İclal Aydın benim kaderimden mesul değil, öyleyse ona bu konuda çemkirme hakkım yok, ‘Okuma kardeşim,’ diyebilir. Diyebilir de, İclal Aydın’ın varolduğu hukukta böyle sözler hoş karşılanmaz. O hukuk bizi karşılıklı bağlıyor. O hukukun önsözünde, bir kere, -klasik hukukçu deyişiyle “dibace”sinde- biz Türklerin de nicedir hümanist kitapsever cemaat olarak yaşamayı seçip onaylamış olmamız yazar. Bunun üstüne nice yorumlar geldi ve hukuk genişledi. Eleştiri’yi de ortadan kaldırdık ki rahatça kitap sevelim. Önce yarı-duygusal, sonra duygusal, yetmedi zırduygusal liberalliğin kitaptanıtım guruları, bırakınız bazı paralelleri bütün enlem ve boylam çizgilerini ortadan kaldırdılar. Her şey pespembe!

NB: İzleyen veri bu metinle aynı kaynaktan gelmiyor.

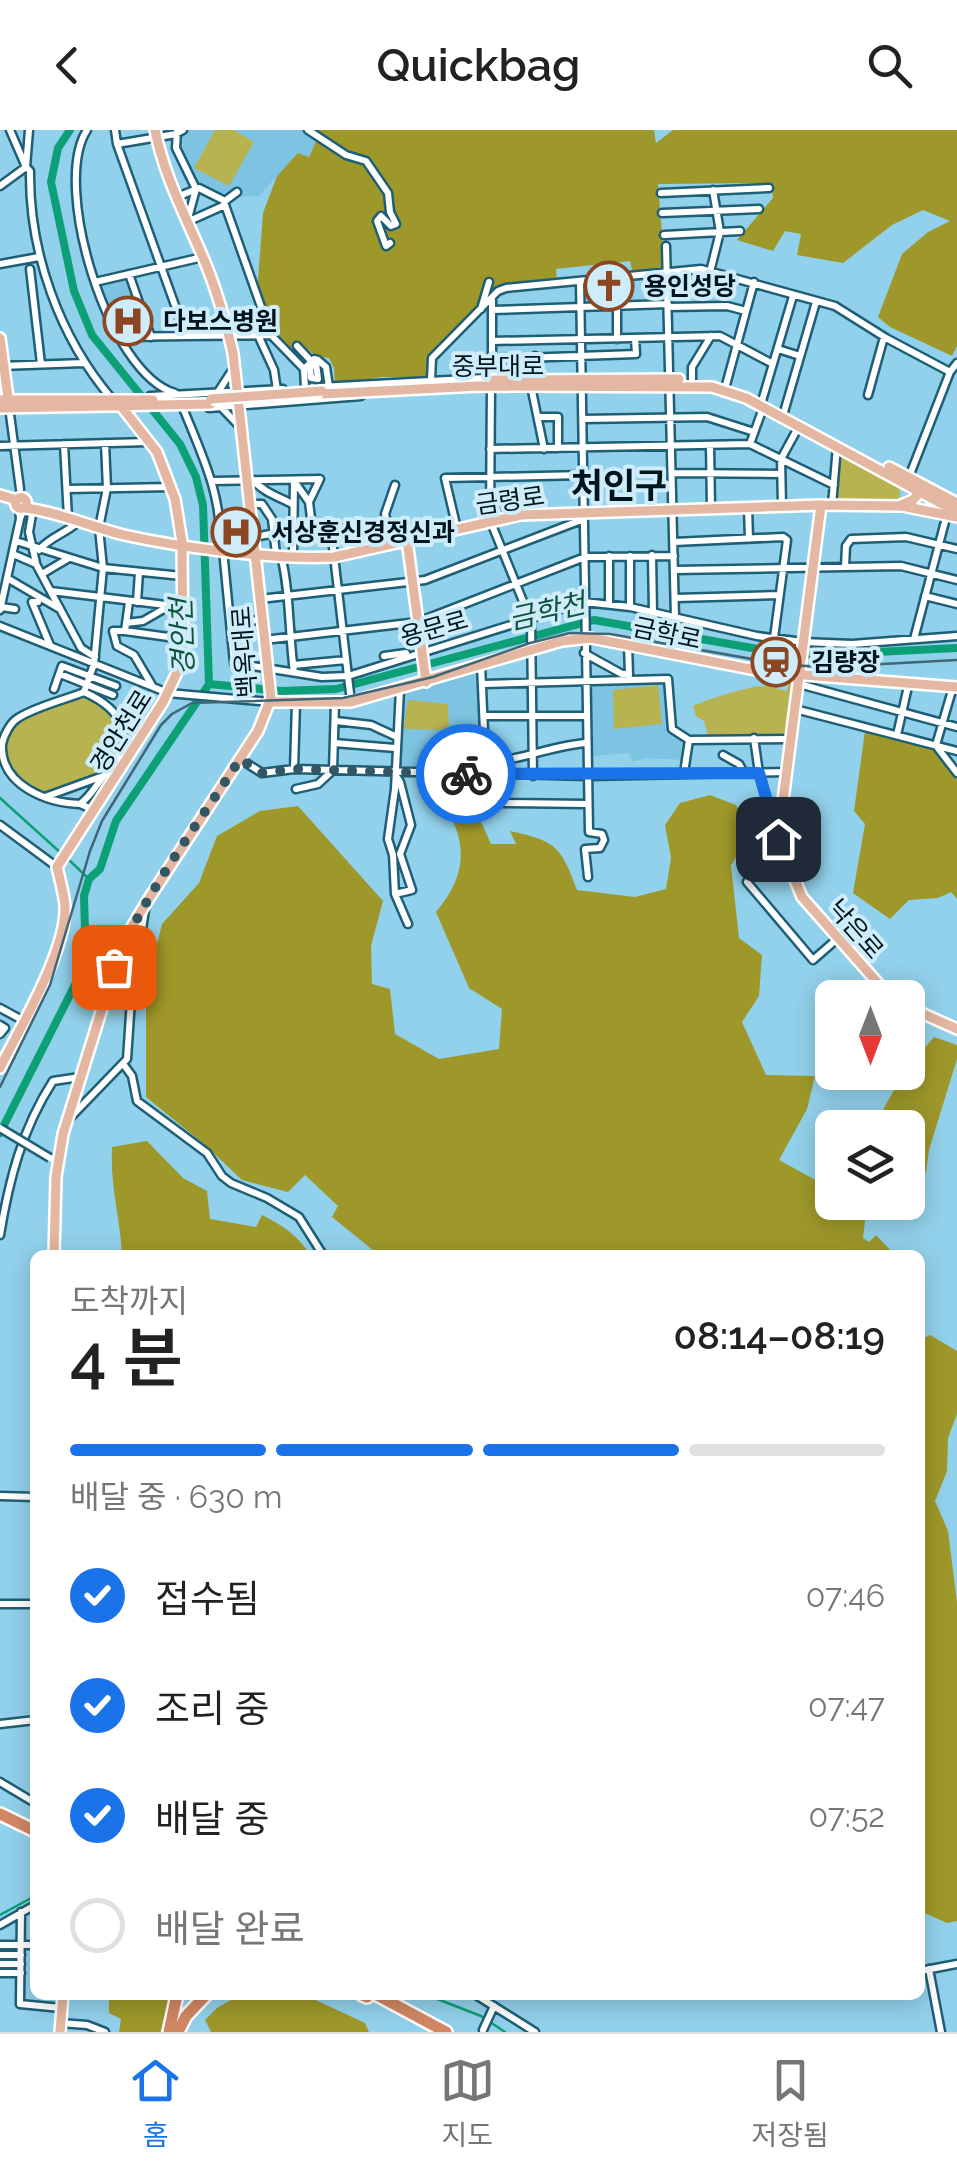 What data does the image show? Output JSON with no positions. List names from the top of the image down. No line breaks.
{"streets":{"main road":["중부대로","금령로","금학로","백옥대로","경안천로","낙은로"],"street":["용문로"]},"crossings":[["중부대로","금령로"],["중부대로","경안천로"],["금령로","백옥대로"],["금령로","경안천로"],["금령로","낙은로"],["용문로","백옥대로"],["용문로","낙은로"],["금학로","백옥대로"],["금학로","경안천로"],["금학로","낙은로"]],"districts":["처인구"],"water":["금학천","경안천"],"places":{"church":["용인성당"],"hospital":["다보스병원","서상훈신경정신과"],"station":["김량장"]},"north":"bottom","page":{"header":"Quickbag","heading":["4 분","도착까지","08:14–08:19"],"bar":"배달 중 · 630 m","list":[["접수됨","07:46"],["조리 중","07:47"],["배달 중","07:52"],"배달 완료"],"tabs":["홈","지도","저장됨"]}}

İyi, güzel, kitapsever medeniyeti seçmişiz, küresel hale içinde onun son dalgalarına da açığız; kitaplarla korkuyoruz, kitaplarla flörtöz olduğumuz gibi kitaplarla erotizme batıp çıkıyoruz. Doğrusu trendi yakalamışız. “Çoksatar” yazarlarımız var, ve onlar kategorik olarak bu türde yazıyorlar. Sanki bu türün içine doğmuşlar. Şimdilerde tekrar gündeme gelen Karl Marks’ın bir sözünü anımsıyorum: “Bilmiyorlar ama yapıyorlar,” demişti büyük üstad. Bunlar için ‘Yapıyorlar, ve de oluyor’ diyeceğim neredeyse. Profesyonellik Tanrısı’nın şanslı kulları, önlerine kırmızı halı serilmiş, şık kıyafetlerle arzı endam etmelerini seyrediyoruz. Halıyı seren kim, kimler? Halıyı getirip seren bir konsorsiyum, medya-moda-eğlence sektörlerinden oluşmuş. Zavallı kitap sektörümüz, buna uysa bir türlü, uymasa başka...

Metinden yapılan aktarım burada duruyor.